#dusk $DUSK @Dusk
La plupart des chaînes de confidentialité commencent par la transaction.

Dusk semble commencer par les parties inconfortables qui l’entourent.

Qui a le droit de détenir l’actif ?
Qui est payé ?
L’ownership peut-elle rester privée sans rendre l’actif inutilisable ?

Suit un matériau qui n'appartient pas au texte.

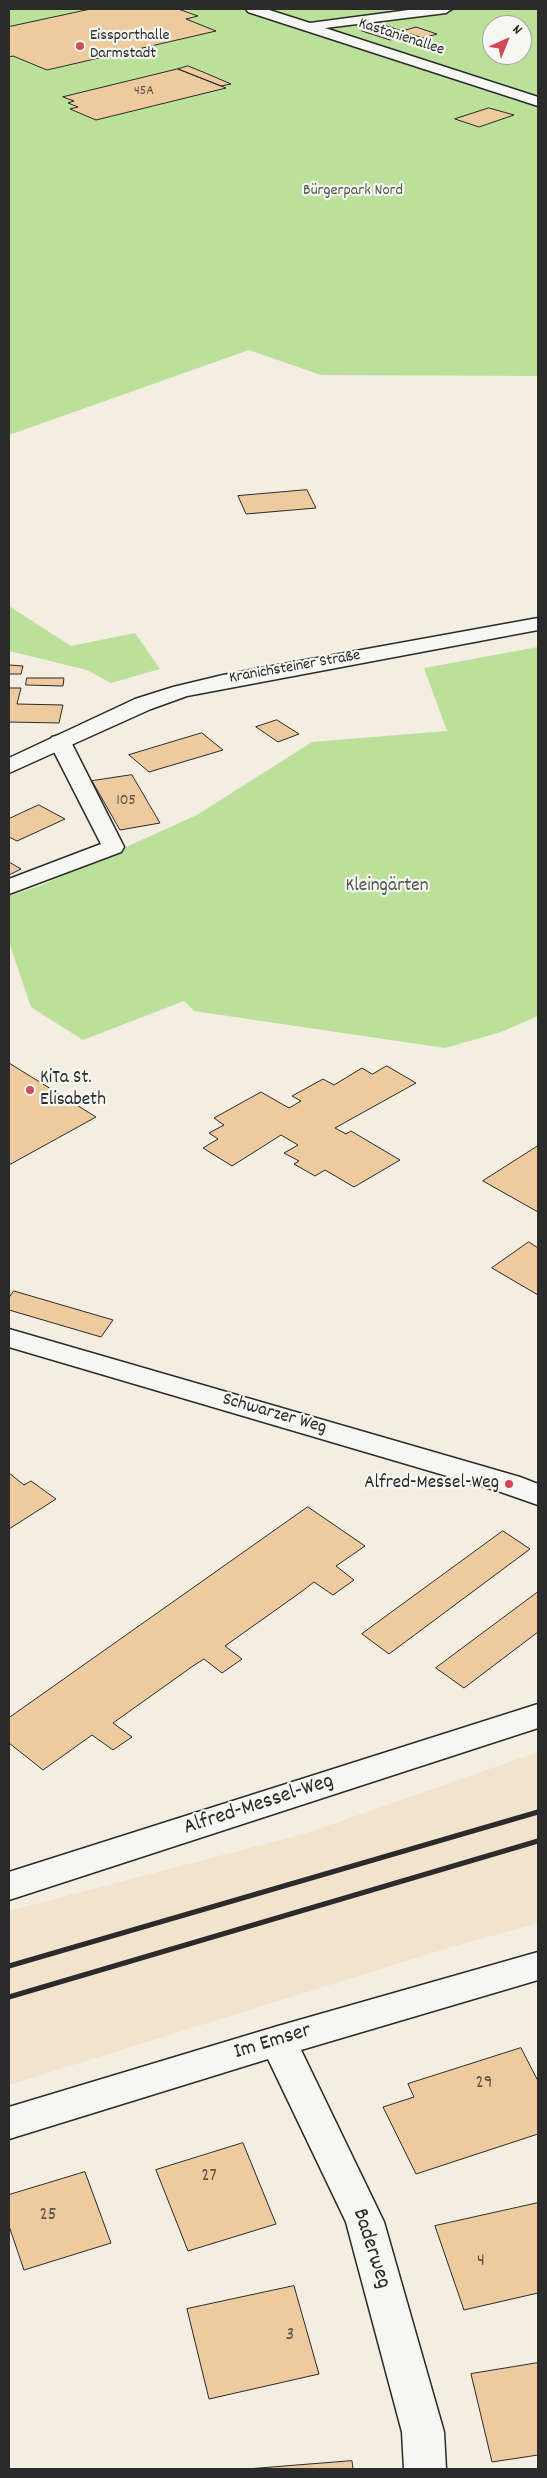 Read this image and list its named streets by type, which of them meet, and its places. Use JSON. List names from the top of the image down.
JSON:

C’est là que Phoenix devient intéressant. La valeur peut circuler sans transformer l’historique complet des transactions en divertissement public. Les preuves ZK gèrent la vérification tandis que les détails sous-jacents restent invisibles.

Mais la partie que je n’ai cessé de remarquer, c’est Zedger.

On a moins l’impression d’avoir affaire à un « crypto privé » qu’à une tentative d’empêcher les actifs réglementés de se comporter de façon maladroite sur une blockchain transparente. Les tokens de sécurité peuvent porter des règles. Les transferts peuvent respecter des restrictions. Des choses comme les dividendes, le rachat et la gouvernance n’ont pas besoin de vivre en dehors du système.

Ensuite, il y a XSC.

Des smart contracts confidentiels semblent simples jusqu’au moment où vous vous souvenez que la plupart des smart contracts ont été conçus pour que tout le monde voie tout. Dusk travaille dans la direction opposée.

L’infrastructure de couche 1, la finalité rapide et le modèle de confidentialité ne comptent que parce qu’ils visent un problème très précis.

Les marchés ont besoin de preuves.

Ils n’ont pas toujours besoin de spectateurs.

Cette distinction pourrait être la chose la plus importante en train de se produire sous Dusk.